When you do find the perfect home and you’re ready to make an offer, remember to take the homeowner into consideration. For example, is the homeowner living in a situation where they would benefit from selling the home sooner than later? In that case, you might be able to put up an offer that, while comparable to other homes in the area, can afford to be discounted just a little.

A lot of first-timers stress about putting up an offer. Do you go high? Do you go low? As long as you take the time to see what other homes in the area are going for and base that against the homeowner’s needs, you should be able to come up with a reasonable offer.

Step 6: Reviewing the contract, submitting the mortgage application, and closing

At this point, the home insurance policy should have come through, and you’ve just received word that your offer on the home has been accepted. Before you sign the contract, you’re going to want to get a home inspector.

An inspector will charge a couple of hundred dollars, but it’s well worth it to spot any defects in the home. Once the house gets the stamp of approval and you’ve reviewed the contract for any restricting stipulations, it’s time to submit your mortgage application.

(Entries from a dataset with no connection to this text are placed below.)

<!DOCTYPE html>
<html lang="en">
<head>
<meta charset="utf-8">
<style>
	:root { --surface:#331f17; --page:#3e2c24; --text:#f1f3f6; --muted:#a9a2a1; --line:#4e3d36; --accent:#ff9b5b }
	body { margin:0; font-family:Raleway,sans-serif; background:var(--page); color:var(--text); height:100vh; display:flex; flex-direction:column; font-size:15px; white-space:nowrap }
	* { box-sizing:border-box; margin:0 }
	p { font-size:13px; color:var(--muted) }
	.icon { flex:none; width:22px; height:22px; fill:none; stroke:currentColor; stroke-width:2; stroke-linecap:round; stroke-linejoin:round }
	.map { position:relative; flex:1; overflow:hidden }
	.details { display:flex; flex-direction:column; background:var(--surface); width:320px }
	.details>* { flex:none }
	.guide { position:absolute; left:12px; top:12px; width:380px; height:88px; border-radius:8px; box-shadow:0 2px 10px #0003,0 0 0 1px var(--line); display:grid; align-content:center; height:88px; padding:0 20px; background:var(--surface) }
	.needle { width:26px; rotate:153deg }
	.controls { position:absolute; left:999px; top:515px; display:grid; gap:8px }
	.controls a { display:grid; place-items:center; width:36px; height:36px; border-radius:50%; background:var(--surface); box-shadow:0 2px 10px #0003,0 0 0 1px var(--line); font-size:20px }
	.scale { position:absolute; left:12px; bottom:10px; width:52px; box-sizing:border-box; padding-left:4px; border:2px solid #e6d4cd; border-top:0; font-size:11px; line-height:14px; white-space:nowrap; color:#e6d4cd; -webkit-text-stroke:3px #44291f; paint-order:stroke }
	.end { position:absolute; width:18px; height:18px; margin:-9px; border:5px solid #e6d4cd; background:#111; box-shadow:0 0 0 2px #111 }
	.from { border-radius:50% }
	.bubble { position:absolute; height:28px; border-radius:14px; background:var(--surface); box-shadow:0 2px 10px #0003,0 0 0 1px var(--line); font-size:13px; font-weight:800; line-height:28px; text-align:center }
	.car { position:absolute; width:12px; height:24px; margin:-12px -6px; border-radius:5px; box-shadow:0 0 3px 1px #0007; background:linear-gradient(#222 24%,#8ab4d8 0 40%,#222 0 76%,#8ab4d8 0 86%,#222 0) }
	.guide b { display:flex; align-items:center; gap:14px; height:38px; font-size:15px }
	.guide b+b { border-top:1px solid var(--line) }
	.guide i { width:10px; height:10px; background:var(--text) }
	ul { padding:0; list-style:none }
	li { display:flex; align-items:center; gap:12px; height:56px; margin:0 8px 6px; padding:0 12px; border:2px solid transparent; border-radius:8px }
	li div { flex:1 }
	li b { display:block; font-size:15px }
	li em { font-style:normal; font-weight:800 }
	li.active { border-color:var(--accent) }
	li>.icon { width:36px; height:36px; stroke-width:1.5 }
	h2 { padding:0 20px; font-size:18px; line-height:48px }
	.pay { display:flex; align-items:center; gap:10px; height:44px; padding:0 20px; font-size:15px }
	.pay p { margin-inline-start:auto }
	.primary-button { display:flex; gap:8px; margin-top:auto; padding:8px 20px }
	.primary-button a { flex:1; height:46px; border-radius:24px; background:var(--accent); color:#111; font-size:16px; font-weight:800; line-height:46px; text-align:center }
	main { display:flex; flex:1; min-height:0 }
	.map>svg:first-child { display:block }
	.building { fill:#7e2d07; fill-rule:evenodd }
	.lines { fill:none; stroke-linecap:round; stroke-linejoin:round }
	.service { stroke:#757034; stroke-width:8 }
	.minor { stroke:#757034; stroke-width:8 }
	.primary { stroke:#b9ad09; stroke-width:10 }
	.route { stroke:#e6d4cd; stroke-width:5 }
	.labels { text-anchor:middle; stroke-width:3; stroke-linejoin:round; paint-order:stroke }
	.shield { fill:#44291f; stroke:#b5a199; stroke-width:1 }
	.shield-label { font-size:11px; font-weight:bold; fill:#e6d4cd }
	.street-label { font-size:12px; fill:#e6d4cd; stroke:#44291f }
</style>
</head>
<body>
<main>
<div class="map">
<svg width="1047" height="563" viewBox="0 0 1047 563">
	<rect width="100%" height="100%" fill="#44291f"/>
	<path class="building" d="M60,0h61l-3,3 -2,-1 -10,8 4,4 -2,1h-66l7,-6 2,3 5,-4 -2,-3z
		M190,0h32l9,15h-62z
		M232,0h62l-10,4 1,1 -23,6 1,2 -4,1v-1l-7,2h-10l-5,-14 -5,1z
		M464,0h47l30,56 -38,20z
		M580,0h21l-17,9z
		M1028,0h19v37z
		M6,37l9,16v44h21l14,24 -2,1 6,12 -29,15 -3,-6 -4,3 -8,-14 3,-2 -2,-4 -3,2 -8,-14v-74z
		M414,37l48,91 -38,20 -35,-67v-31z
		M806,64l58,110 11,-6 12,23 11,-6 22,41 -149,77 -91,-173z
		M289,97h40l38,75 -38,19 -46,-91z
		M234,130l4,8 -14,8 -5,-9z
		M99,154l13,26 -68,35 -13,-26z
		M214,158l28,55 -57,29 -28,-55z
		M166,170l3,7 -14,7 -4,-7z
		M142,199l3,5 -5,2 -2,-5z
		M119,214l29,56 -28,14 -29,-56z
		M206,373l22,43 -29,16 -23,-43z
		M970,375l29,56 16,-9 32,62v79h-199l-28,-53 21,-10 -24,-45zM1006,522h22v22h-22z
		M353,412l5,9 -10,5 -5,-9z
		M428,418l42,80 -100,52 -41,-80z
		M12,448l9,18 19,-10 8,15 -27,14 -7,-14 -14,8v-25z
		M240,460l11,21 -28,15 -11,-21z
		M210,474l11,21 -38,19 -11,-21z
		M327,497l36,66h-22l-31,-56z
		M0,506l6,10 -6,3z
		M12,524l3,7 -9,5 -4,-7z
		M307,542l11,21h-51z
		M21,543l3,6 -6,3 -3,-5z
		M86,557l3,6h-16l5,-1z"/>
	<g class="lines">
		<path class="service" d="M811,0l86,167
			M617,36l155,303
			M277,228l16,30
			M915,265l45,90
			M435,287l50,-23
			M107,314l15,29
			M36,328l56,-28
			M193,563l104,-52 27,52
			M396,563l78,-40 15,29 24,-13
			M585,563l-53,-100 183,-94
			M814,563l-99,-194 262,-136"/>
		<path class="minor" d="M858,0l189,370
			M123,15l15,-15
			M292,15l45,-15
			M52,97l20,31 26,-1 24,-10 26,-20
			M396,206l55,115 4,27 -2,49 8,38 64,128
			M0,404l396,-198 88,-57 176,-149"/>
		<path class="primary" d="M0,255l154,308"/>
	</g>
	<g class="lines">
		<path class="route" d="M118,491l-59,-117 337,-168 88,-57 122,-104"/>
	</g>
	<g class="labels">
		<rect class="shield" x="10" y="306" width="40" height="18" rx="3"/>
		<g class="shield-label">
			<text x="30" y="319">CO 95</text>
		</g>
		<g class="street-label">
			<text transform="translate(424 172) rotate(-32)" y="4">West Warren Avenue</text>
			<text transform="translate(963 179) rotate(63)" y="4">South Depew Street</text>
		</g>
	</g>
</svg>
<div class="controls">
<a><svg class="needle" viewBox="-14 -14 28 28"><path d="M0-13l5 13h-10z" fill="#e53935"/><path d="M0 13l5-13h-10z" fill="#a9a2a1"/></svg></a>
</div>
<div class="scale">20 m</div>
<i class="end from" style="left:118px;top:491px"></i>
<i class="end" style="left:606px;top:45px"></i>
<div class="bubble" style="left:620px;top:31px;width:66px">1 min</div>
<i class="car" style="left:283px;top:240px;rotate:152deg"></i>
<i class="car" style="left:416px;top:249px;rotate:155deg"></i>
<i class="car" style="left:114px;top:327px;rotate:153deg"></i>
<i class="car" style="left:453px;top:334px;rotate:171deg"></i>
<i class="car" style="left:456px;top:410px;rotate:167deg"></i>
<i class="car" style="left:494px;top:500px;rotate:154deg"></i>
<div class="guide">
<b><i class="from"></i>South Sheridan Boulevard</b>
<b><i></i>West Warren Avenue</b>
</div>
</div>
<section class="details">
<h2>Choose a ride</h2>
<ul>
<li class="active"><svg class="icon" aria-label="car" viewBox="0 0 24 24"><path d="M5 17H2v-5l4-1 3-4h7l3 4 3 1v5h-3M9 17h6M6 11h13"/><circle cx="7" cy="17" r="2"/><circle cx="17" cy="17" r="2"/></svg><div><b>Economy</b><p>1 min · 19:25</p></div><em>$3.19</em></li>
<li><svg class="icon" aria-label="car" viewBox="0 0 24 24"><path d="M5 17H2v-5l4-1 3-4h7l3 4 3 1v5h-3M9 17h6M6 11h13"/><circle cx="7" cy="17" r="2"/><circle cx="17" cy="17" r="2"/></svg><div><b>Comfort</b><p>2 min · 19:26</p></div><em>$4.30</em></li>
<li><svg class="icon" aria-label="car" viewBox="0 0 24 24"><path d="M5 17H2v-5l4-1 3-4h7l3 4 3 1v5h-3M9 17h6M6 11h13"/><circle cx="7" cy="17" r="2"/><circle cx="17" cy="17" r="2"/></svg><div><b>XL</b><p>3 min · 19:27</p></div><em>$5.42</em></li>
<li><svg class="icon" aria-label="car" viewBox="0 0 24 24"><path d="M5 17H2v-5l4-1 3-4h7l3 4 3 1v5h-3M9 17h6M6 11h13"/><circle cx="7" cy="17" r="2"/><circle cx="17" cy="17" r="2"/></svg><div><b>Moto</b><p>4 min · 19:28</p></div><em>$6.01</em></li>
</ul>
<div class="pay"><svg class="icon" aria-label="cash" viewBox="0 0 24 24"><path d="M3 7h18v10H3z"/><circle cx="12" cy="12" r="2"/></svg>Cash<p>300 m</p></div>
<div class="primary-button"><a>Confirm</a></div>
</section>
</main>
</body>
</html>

Now that you’ve squared all this away, review your closing costs we covered in Step 2. If you’re satisfied, then it’s time to sign on the dotted line.

You’ll need a plethora of documentation including a photo ID as well as proof of insurance and the home inspection certificate. Be sure to get copies of every document you sign so you can review these later. Once you’ve settled up with those closing costs and signed, you’ll get your keys and can start living your new life in the home of your dreams.